Florida Justice Reform Institute, Logo

Jones Day argues that federal law on smoking lawsuits should preempt state laws

Dee Thompson Nov. 20, 2016, 10:27pm

TALLAHASSEE -- Attorney Gregory Katsas with Jones Day in Washington, representing tobacco company R.J. Reynolds, recently argued before the Florida Supreme Court that in Florida courts, the liability and negligence claims of smokers are preempted by federal law.

Katsas was arguing for tobacco company R.J. Reynolds in a lawsuit filed by Phil Marotta whose father allegedly died of cancer that he attributed to years of smoking.

On Nov. 1, the justices questioned Katsas as to why the preemption theory had not been decided, even though it’s a matter of "great public importance." Attorneys often try to argue something is explicitly or at least implicitly preempted.

Just a few years ago, tobacco companies scored a victory in a landmark Florida case, Engle v. Liggett. In that matter, a class-action suit was filed in 1994 against tobacco companies by plaintiffs claiming they suffered from smoking-related health problems. The jury verdict in 2000 included $145 billion in punitive damages for the plaintiffs. However. an appellate court overturned that decision in 2004. Then the case was appealed to the Florida Supreme Court.
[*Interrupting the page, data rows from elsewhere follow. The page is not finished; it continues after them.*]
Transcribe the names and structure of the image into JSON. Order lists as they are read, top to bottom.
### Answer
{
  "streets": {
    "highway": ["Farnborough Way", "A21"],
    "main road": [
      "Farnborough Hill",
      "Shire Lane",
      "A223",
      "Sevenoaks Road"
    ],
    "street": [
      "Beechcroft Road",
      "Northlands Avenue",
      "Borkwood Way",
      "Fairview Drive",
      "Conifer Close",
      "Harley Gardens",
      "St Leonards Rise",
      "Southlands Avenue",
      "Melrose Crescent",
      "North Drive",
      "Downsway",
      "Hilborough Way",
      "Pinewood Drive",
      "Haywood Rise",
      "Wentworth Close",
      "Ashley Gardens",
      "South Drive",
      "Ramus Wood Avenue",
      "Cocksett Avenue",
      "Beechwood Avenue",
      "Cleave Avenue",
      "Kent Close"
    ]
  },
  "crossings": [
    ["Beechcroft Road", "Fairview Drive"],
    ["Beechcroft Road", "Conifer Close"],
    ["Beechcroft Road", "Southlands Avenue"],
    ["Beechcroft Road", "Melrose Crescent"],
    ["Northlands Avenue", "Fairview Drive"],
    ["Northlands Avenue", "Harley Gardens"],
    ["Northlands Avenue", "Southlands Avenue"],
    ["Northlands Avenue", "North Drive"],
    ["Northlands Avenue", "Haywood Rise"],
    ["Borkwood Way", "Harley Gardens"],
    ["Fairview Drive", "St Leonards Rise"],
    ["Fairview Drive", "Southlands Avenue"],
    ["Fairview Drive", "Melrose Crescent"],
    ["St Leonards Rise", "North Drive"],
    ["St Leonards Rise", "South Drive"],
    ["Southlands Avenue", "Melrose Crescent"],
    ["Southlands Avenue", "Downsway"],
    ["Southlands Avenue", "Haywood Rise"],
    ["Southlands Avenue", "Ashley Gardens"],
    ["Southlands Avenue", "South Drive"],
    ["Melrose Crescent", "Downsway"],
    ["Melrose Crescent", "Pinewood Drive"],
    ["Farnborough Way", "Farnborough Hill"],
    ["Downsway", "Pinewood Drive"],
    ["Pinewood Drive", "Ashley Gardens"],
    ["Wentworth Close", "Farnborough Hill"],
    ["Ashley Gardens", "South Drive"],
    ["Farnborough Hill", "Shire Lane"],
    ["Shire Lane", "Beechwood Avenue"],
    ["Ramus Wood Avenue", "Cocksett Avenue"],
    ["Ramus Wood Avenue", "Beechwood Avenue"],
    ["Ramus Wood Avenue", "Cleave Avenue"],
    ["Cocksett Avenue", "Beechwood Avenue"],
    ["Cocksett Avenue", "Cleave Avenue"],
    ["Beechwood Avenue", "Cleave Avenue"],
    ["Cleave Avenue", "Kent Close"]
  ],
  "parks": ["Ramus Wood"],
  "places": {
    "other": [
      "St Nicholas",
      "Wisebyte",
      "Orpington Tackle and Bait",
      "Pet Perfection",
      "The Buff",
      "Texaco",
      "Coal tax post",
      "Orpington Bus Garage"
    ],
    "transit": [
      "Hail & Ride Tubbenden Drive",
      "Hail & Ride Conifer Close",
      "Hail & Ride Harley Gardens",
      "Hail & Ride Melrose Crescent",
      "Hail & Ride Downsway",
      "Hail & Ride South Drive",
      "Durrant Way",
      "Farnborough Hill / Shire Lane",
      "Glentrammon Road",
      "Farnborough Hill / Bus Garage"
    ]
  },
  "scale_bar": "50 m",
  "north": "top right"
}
As a result, in 2006, the Florida Supreme Court decertified the class after agreeing with the appellate court’s decision to overturn the plaintiffs’ verdict. It seemed to be a victory for the tobacco companies. However, the plaintiffs in the original class action were then able to refile individually. Moreover, the original issues raised in the class action -- that tobacco products are allegedly dangerous, defective and cause a myriad of health problems -- could still be argued. Furthermore, companies that make cigarettes and other tobacco products are still supposedly liable for fraud, conspiracy and negligence.

William Large with the Florida Justice Reform Institute said that many tobacco companies have argued since 2006 that the Engle decision isn’t fair.

"That's because the findings from one case were applicable to all future cases," Large told the Florida Record.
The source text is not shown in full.